Stored data entries:
********************

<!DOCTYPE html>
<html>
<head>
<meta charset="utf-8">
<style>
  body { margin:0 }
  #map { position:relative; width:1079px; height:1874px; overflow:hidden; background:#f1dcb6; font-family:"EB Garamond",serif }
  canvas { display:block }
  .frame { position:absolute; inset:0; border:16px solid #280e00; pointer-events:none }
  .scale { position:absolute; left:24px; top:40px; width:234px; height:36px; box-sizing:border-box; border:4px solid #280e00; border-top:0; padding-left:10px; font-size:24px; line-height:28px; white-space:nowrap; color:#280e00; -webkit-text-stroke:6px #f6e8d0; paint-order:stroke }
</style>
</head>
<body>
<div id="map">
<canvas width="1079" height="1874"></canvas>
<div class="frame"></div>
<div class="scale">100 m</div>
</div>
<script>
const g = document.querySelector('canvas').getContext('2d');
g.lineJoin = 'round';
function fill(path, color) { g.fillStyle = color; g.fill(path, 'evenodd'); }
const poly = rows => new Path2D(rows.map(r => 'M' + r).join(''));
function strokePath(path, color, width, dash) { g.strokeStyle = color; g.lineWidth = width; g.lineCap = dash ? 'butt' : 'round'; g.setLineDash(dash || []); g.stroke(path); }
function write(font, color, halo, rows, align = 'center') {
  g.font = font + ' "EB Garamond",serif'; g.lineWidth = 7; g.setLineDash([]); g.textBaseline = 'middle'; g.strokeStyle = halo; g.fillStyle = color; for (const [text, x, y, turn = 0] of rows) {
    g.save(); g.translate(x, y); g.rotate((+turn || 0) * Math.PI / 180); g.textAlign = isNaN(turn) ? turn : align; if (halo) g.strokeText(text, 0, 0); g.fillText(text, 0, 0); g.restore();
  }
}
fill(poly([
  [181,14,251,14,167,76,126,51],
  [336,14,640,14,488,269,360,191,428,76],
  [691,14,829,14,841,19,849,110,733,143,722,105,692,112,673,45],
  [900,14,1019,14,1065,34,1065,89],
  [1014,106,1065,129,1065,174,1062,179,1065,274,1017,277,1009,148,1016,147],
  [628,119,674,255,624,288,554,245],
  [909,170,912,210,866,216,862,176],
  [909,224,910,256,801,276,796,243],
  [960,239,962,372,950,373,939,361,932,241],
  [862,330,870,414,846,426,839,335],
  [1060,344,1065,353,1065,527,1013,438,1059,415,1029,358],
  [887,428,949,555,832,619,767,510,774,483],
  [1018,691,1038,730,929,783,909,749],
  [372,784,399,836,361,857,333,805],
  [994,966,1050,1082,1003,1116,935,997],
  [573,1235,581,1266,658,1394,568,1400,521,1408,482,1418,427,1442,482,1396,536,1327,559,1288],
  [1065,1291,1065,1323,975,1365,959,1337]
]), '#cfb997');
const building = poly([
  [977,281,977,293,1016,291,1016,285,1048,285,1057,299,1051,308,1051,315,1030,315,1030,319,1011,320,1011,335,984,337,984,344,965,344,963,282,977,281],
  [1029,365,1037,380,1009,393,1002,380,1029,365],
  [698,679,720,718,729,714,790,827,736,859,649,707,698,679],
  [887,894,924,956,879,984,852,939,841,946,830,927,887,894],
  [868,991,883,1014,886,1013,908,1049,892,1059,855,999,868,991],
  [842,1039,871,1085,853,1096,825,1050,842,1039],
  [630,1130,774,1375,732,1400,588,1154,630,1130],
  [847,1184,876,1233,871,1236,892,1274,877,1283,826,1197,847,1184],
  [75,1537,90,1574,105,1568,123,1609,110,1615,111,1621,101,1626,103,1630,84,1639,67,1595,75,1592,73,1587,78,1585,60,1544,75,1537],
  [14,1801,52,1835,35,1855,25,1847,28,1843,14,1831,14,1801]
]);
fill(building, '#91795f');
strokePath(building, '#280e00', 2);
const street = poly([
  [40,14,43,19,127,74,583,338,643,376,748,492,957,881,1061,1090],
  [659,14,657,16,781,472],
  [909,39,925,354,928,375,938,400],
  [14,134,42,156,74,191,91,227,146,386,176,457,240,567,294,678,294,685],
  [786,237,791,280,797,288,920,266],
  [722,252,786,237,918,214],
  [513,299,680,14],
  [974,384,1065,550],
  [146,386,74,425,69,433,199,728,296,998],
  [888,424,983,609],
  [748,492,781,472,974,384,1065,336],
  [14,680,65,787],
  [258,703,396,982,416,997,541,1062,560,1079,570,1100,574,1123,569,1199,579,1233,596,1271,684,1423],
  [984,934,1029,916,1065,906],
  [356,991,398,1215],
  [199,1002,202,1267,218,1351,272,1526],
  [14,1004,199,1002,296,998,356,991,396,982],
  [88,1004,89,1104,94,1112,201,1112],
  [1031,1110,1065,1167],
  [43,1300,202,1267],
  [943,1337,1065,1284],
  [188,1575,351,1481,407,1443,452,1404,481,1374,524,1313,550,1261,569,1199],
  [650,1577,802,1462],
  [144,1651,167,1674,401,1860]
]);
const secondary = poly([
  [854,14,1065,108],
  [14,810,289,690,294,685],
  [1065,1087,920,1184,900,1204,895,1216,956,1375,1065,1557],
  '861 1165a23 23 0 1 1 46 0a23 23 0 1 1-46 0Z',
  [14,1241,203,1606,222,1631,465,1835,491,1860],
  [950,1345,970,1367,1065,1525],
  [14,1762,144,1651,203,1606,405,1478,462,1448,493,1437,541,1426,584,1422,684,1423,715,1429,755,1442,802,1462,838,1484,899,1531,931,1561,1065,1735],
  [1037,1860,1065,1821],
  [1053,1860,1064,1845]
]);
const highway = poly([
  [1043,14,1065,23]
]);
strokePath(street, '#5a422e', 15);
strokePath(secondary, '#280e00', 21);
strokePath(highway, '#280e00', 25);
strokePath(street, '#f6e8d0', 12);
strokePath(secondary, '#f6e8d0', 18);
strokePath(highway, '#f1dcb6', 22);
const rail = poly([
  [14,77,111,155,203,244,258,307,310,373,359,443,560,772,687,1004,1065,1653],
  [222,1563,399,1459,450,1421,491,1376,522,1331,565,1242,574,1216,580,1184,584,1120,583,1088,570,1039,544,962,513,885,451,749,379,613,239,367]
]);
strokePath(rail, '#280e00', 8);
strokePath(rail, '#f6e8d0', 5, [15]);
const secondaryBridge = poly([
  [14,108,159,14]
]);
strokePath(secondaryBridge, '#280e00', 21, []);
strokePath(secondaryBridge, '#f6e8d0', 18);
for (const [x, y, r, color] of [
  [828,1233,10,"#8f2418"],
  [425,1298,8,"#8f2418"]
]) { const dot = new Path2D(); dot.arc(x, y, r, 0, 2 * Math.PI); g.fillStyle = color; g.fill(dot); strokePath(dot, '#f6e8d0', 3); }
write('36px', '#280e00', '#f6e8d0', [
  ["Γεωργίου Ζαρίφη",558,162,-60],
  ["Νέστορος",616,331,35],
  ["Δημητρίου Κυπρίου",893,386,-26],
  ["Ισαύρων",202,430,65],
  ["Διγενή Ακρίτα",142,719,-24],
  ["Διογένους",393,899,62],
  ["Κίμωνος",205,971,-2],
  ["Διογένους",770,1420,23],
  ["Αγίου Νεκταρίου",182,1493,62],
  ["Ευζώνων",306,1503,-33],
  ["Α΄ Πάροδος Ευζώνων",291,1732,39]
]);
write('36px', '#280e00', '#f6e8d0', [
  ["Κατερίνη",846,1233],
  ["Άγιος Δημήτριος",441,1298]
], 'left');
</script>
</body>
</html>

********************

■ **Exercise directions**:
Give the lines again, exactly as they stand, from the beginning of the data through the line with "g.font = font".

■ **Response area**:
<!DOCTYPE html>
<html>
<head>
<meta charset="utf-8">
<style>
  body { margin:0 }
  #map { position:relative; width:1079px; height:1874px; overflow:hidden; background:#f1dcb6; font-family:"EB Garamond",serif }
  canvas { display:block }
  .frame { position:absolute; inset:0; border:16px solid #280e00; pointer-events:none }
  .scale { position:absolute; left:24px; top:40px; width:234px; height:36px; box-sizing:border-box; border:4px solid #280e00; border-top:0; padding-left:10px; font-size:24px; line-height:28px; white-space:nowrap; color:#280e00; -webkit-text-stroke:6px #f6e8d0; paint-order:stroke }
</style>
</head>
<body>
<div id="map">
<canvas width="1079" height="1874"></canvas>
<div class="frame"></div>
<div class="scale">100 m</div>
</div>
<script>
const g = document.querySelector('canvas').getContext('2d');
g.lineJoin = 'round';
function fill(path, color) { g.fillStyle = color; g.fill(path, 'evenodd'); }
const poly = rows => new Path2D(rows.map(r => 'M' + r).join(''));
function strokePath(path, color, width, dash) { g.strokeStyle = color; g.lineWidth = width; g.lineCap = dash ? 'butt' : 'round'; g.setLineDash(dash || []); g.stroke(path); }
function write(font, color, halo, rows, align = 'center') {
  g.font = font + ' "EB Garamond",serif'; g.lineWidth = 7; g.setLineDash([]); g.textBaseline = 'middle'; g.strokeStyle = halo; g.fillStyle = color; for (const [text, x, y, turn = 0] of rows) {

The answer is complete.